In a new article that some Tuvans say reflects the situation of the 1990s but not now, and that raises questions about the current level of Russian expertise on their republic, the Siberian Federal University professor discusses Tuva’s past problems and future prospects.
He concludes that “the relatively low level of conflict in Tuva is a reflection of the absence of organized religious extremism” but asserts that if conditions deteriorate, Buddhism “could be converted into a political instrument of the radicals” much as has happened in other countries.
Moreover, Datsyshen says, “there have been reports in the press about cases of a barbaric manifestation of shamanism, the other religious system which is widespread in Tuva.” Papers in Krasnoyarsk in the early 1990s, for example, “wrote even about ritual murders of Russians by Tuvans, although the basis for such reports has been subjected to doubt.”
A major reason for his rather pessimistic assessment about the future, Datsyshen continues, is the existence of “negative tendencies in the sphere of integration into a single cultural space as a result of a definite ‘Tuvinization’ of the local intelligentsia.” Many of them never study or work anywhere but in Tuva.
Many of them do not speak Russian well, but their own link to the Russian world is formed by “Russians who speak Tuvan.” The number of such people is very small: fewer than one percent of the Russian community in the republic know Tuvan, and they are generally products of mixed marriages.

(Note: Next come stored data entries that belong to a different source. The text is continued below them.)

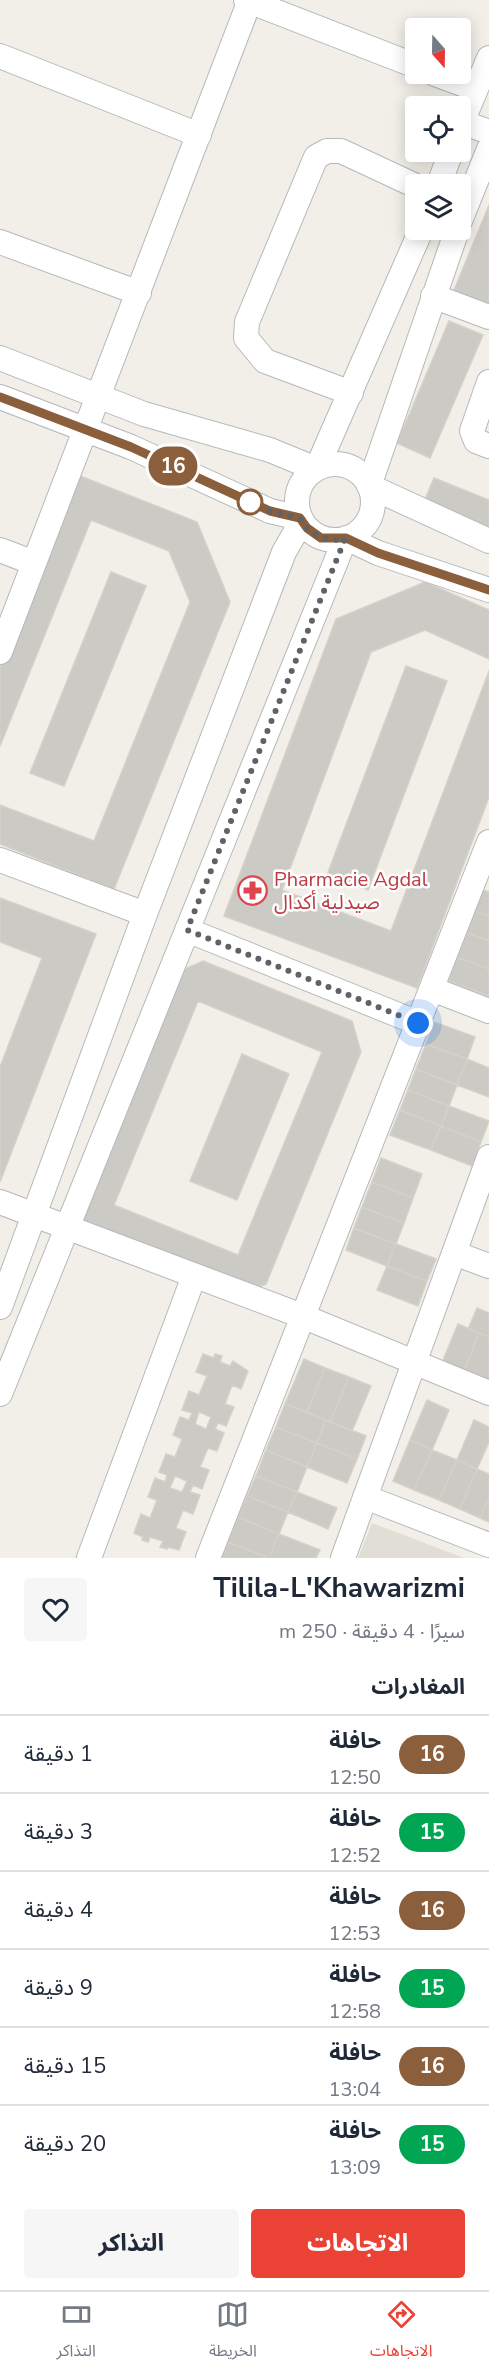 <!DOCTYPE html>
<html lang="ar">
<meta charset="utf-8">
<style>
:root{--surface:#fff;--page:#f6f6f7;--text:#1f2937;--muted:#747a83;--line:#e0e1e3;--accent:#ea4335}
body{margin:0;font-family:"Nunito Sans","Noto Sans Arabic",sans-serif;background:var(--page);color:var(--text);direction:rtl;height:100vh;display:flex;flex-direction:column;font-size:22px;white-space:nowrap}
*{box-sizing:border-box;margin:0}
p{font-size:20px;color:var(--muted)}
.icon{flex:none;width:33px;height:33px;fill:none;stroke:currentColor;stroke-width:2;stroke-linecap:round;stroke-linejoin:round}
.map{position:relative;height:1558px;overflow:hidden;direction:ltr}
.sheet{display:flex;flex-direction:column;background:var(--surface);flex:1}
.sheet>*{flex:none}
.badge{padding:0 12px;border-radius:20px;font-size:21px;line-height:39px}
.needle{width:39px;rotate:160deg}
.fabs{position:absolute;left:405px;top:18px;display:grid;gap:12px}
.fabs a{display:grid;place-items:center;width:66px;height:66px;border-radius:6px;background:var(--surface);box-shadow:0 3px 15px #0003;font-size:30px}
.you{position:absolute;width:30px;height:30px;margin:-15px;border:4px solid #fff;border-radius:50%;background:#1a73e8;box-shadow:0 0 0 9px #1a73e833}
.map>.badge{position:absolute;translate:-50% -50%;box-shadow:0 0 0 3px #fff}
h2{padding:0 24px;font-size:22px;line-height:54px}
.round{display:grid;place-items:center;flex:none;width:63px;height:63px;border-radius:6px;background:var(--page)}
.headline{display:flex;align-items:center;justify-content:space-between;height:102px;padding:0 24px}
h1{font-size:28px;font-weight:700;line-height:45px}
.primary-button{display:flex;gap:12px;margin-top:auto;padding:12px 24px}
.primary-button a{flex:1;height:69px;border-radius:6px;background:var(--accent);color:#fff;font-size:24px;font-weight:700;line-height:69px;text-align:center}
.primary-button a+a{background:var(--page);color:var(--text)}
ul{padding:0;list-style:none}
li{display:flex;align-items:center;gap:18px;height:78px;padding:0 24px;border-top:2px solid var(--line)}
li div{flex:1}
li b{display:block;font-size:22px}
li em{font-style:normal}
li .badge{min-width:66px;font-weight:700;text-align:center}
.tab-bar{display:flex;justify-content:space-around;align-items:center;height:84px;border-top:2px solid var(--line);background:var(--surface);font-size:16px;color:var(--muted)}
.tab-bar a{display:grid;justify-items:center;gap:3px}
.tab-bar .current{color:var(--accent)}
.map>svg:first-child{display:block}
.education{fill:#e1ded6}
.building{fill:#cccac5;stroke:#d6d1c6;stroke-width:1.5;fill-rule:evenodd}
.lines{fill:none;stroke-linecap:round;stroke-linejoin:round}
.minor-casing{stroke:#b5b8bc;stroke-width:26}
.minor{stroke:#fff;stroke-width:24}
.line-casing{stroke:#fff;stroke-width:14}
.line{stroke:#8b5e3c;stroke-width:9}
.walk{stroke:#5f6368;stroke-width:6;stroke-dasharray:0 10.8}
.stop-dot{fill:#fff;stroke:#8b5e3c;stroke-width:3}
.labels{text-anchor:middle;stroke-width:5;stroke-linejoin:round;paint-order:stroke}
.health-label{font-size:20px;fill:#be3a42;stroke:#fff;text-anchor:start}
</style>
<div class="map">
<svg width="489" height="1558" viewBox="0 0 489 1558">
<rect width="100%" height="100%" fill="#f1efe8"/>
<!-- education -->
<path class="education" d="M372,1523L464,1558H358Z"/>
<!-- building -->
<path class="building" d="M489,205V304L452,295Z
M449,321L483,335L430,458L397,443Z
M70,472L197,522L230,602L114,889L0,844V805L94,841L190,602L169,551L91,520L0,746V647Z
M434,478L489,500V534L422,506Z
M111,572L146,586L64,786L30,773Z
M425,582L489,610V659L425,630L371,652L282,890L391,931L489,671V797L417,988L224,916L336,619Z
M406,666L447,681L368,890L327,875Z
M483,890L489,892V916L475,911Z
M0,898L96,934L0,1182V1067L42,958L0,942Z
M475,911L489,916V941L467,933Z
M467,933L489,941V969L457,957Z
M457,957L489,969V996L449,981Z
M203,961L352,1021L361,1052L266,1284L244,1294L90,1234L76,1213L171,975ZM198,1001L322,1052L238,1255L114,1205Z
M434,1022L475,1037L467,1059L426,1044Z
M426,1044L467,1059L457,1085L416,1069Z
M242,1054L289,1074L237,1200L190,1181Z
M467,1059L489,1068V1097L457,1085Z
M416,1069L457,1085L449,1106L408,1090Z
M408,1090L449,1106L441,1126L400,1110Z
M449,1106L489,1121L481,1142L441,1126Z
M400,1110L441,1126L431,1150L390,1135Z
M441,1126L481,1142L472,1166L431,1150Z
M381,1158L422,1174L413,1198L372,1182Z
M372,1182L413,1198L404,1223L362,1207Z
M362,1207L404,1223L396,1244L354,1228Z
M354,1228L396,1244L387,1266L346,1250Z
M396,1244L436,1259L427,1281L387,1266Z
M387,1266L427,1281L418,1306L377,1290Z
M477,1308L489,1313V1337L468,1329Z
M458,1324L479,1333L463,1374L441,1365Z
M479,1333L489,1337V1382L463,1374Z
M203,1354L214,1358L215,1354L222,1356L220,1362L230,1366L233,1361L248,1371L241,1389L232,1385L225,1404L234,1407L226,1426L218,1423L215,1429L224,1433L217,1451L208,1448L200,1467L209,1470L202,1489L193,1485L190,1492L200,1495L193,1514L183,1510L176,1528L186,1532L179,1550L168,1547L167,1549L160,1547L163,1541L150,1537L148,1542L142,1540L143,1537L134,1533L141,1514L150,1518L157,1500L148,1497L155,1478L165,1482L167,1475L159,1472L166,1454L175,1457L182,1439L173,1435L180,1417L189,1420L192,1413L182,1410L189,1391L199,1395L207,1376L196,1372ZM199,1412L211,1417L206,1429L195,1424ZM175,1476L187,1481L182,1492L170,1488Z
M304,1359L325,1368L307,1412L285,1404Z
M325,1368L349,1377L330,1422L307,1412Z
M349,1377L371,1386L352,1431L330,1422Z
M427,1400L449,1410L432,1450L410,1440Z
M285,1404L326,1420L317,1443L276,1427Z
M326,1420L366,1436L357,1459L317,1443Z
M474,1420L489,1427V1442L477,1469L457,1460Z
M276,1427L317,1443L307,1467L266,1450Z
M410,1440L432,1450L414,1490L393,1481Z
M317,1443L357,1459L347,1483L307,1467Z
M266,1450L307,1467L297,1492L256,1476Z
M432,1450L457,1460L439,1500L414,1490Z
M457,1460L477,1469L460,1509L439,1500Z
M477,1469L489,1474V1498L480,1518L460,1509Z
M256,1476L297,1492L288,1512L247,1496Z
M297,1492L337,1508L328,1529L288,1512Z
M247,1496L288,1512L279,1534L238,1517Z
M489,1498V1522L480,1518Z
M238,1517L279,1534L269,1558L228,1542Z
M279,1534L320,1550L316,1558H269Z
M228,1542L268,1558H222Z"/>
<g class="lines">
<defs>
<path id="minor" d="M246,0L416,66
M0,56L199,135
M435,74L476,89
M462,122L489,132
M460,127L489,58
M439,184L451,152
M460,221L489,149
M0,242L139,293
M433,296L489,317
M0,358L144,414L270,450L316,469
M489,382L472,431L476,441L489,446
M351,393L265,361L246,338L247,322L316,157L327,151H341L416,186
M0,397L131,447L270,511L300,518
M297 502a38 38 0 1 1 76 0a38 38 0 1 1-76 0Z
M317,468L421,230
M369,486L457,230
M369,486L489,541
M346,538L378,553L489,590
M0,550L34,563
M0,652L250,0
M0,860L145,914
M187,930L418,1023
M432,989L489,1011
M0,1202L302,1316L489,1393
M454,1253L489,1266
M0,1307L145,914L284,552L302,521
M0,1394L345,539
M365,1497L489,1545
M89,1558L194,1276
M208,1558L489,842
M343,1558L489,1157"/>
</defs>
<!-- minor casing -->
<use href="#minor" class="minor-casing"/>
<!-- minor -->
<use href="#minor" class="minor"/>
</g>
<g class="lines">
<defs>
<path id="line" d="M0,397L131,447L270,511L300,518L307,528L321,538H346L378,553L489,590"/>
</defs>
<!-- line casing -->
<use href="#line" class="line-casing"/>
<!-- line -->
<use href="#line" class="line"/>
<!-- walk -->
<path class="walk" d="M250,502L270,511L300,518C310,536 325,542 345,539L187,930L418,1023"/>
</g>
<!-- icons -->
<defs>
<symbol id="pharmacy-ring" viewBox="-11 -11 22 22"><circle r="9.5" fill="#fff" stroke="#e0444e" stroke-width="1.5"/><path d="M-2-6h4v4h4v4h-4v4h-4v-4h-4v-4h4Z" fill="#e0444e"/></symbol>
</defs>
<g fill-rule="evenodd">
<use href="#pharmacy-ring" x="236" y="874" width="33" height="33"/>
</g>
<!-- markers -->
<circle class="stop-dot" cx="250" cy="502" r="12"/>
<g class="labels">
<!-- health labels -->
<g class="health-label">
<text x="274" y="886">Pharmacie Agdal<tspan x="274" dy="23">صيدلية أكدال</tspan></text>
</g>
</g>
</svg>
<div class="fabs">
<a><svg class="needle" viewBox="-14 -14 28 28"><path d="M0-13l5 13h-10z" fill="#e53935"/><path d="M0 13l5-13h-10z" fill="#747a83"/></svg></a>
<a><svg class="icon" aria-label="locate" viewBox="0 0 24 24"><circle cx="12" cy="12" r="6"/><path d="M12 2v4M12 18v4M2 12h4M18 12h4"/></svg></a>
<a><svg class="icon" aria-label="layers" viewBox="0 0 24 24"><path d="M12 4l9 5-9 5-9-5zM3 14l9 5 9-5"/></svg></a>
</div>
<div class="you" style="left:418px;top:1023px"></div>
<b class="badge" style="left:173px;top:466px;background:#8b5e3c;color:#fff">16</b>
</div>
<section class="sheet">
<div class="headline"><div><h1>Tilila-L'Khawarizmi</h1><p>سيرًا · 4 دقيقة · 250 m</p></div><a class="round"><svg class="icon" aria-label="heart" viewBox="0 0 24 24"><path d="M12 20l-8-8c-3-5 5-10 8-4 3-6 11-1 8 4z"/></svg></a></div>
<h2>المغادرات</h2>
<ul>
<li><span class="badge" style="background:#8b5e3c;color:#fff">16</span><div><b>حافلة</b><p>12:50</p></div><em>1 دقيقة</em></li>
<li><span class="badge" style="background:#00a651;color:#fff">15</span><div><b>حافلة</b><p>12:52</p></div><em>3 دقيقة</em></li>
<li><span class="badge" style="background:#8b5e3c;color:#fff">16</span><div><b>حافلة</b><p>12:53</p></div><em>4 دقيقة</em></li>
<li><span class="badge" style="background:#00a651;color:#fff">15</span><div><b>حافلة</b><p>12:58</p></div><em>9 دقيقة</em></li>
<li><span class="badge" style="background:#8b5e3c;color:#fff">16</span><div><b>حافلة</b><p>13:04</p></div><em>15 دقيقة</em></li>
<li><span class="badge" style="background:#00a651;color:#fff">15</span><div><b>حافلة</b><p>13:09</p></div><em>20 دقيقة</em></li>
</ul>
<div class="primary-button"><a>الاتجاهات</a><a>التذاكر</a></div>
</section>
<nav class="tab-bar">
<a class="current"><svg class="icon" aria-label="directions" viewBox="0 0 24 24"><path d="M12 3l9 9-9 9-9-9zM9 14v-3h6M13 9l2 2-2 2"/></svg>الاتجاهات</a>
<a><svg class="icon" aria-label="map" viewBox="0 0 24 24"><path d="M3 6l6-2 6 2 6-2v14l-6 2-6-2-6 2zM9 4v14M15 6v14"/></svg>الخريطة</a>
<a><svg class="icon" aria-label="tickets" viewBox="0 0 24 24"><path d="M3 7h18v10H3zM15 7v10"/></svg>التذاكر</a>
</nav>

Another major problem is the increasing importance of territorially based clans, whose “strengthening is connected with the fact that the former united ‘Soviet’ space of the republic has been destroyed without there being any prospect for the creation of a single space on the basis of civil society.” And that is leading to the revival of traditional institutions like clans.
If this trend is not brought under legal control, the Siberian scholar says, there will appear in Tuva “a favorable breeding ground for the intensification of the more sophisticated forms of separatism and other ‘new challenges’ to Russian statehood” in a region bordering Mongolia and near China.
Most of Datsyshen’s article is devoted to a discussion of the history of Tuva, its absorption by the Soviet Union, and especially to the complicated ethnic situation there in the 1990s. As he notes, Tuva is “the only region of Siberia from which there was a massive outflow of ethnic Russians after the collapse of the USSR,” a development that reflects, he says, that republic’s “border” status, both geographically and culturally.
By the end of the 1980s, he writes, “in Tuva as in other regions of Russia, inter-ethnic relations deteriorated, criminalization began to have an impact on aspects of the ethno-political process, [and] political forces which raised the issue of the exit of Tuva from Russia were legalized.” Tuvans’ knowledge of Russian and the number of mixed marriages both fell sharply.
Meanwhile, local leaders put more Tuvans in positions of authority to the point that their share there was vastly larger than in the population as a whole, while the number of ethnic Russians in these posts fell sharply. All this contributed to open clashes, triggered by criminal acts, and more Russian flight.
Over the last decade, Russian fight has declined, but polls show that “part of the urban Russian population” – there are almost no Russians in rural areas – does not connect the future of their children with the Tuvan land” and that “almost half of the migrants left Tuva because of poor inter-ethnic relations.”
As a result, Russians now form less than a third of the population; and Tuvans, two thirds.
Tuvans believe that “Tuva was never conquered but always voluntarily joined other larger states,” the Siberian scholar says. In their view, “this gives her the right of free exit from Russia in the event that Russia’s supreme power doesn’t satisfy them,” something many of them feel given that the economy in Tuva is in trouble and not well-connected with the Russian one.
And Datsyshen concludes that there is another problem on the horizon as well: “new outbreaks of inter-regional contradictions [within Tuva] are possible” as well, including “the appearance of separatism which is especially real for the southern districts [of Tuva] which are drawn culturally toward Mongolia.”